420921 – execute_kwallet() accidentally closes syslog socket, which results in failure to listen() on its own socket, breaking kwalletd

Bug 420921 - execute_kwallet() accidentally closes syslog socket, which results in failure to listen() on its own socket, breaking kwalletd

Summary: execute_kwallet() accidentally closes syslog socket, which results in failure...

Status:	REPORTED

Alias:	None

Product:	kwallet-pam
Classification:	Frameworks and Libraries
Component:	general (show other bugs)
Version:	unspecified
Platform:	Debian unstable Linux

Importance:	NOR major
Target Milestone:	---
Assignee:	Plasma Bugs List

URL:
Keywords:

Depends on:
Blocks:

Reported:	2020-05-02 20:34 UTC by András Korn
Modified:	2020-05-02 20:34 UTC (History)
CC List:	0 users

See Also:
Latest Commit:
Version Fixed In:

Attachments
Add an attachment

Note You need to log in before you can comment on or make changes to this bug.

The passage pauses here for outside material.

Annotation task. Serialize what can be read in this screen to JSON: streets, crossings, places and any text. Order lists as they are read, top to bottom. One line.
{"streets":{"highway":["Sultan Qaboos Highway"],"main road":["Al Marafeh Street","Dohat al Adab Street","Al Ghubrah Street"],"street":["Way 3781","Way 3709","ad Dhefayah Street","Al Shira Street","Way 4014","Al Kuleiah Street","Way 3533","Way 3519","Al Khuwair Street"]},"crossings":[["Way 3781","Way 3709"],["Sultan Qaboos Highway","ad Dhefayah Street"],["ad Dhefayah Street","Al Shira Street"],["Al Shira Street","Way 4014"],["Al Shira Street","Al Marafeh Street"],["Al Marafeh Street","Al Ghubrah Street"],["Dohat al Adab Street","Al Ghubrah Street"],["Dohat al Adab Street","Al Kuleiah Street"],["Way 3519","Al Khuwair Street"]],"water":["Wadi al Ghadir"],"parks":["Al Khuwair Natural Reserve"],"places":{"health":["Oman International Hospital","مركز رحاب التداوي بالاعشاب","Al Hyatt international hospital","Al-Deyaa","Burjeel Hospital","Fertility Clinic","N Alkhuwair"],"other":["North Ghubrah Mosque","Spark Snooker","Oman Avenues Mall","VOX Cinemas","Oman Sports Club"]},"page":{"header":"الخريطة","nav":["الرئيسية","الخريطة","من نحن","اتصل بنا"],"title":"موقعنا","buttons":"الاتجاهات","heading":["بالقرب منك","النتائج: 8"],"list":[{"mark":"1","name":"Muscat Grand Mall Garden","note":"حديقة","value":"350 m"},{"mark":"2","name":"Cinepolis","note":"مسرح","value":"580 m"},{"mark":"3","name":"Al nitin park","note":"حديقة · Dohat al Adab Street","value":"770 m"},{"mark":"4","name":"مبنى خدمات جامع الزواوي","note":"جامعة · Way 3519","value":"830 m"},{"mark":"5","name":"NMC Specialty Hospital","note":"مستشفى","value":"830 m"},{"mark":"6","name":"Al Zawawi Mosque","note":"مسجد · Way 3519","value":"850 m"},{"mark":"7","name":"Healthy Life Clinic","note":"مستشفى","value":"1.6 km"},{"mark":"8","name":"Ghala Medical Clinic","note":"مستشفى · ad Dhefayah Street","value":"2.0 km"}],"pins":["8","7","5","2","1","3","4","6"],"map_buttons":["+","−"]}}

Description András Korn 2020-05-02 20:34:50 UTC

SUMMARY

execute_kwallet() closes many of its inherited file descriptors, which includes the one used for syslog() previously (I assume by pam_syslog()). However, somewhere there is still global state that remembers that FD number.

The function goes on to create envSocket of type SOCK_STREAM, then calls syslog() to log a debug message, and eventually tries to listen on envSocket.

The problem is that envSocket ends up having the same FD as the one saved for syslog in global state; so in the call to syslog(), libc(?) closes the FD and reopens it for logging as SOCK_DGRAM. listen() won't work on a datagram socket, so that the listen() call fails and kwalletd does not run.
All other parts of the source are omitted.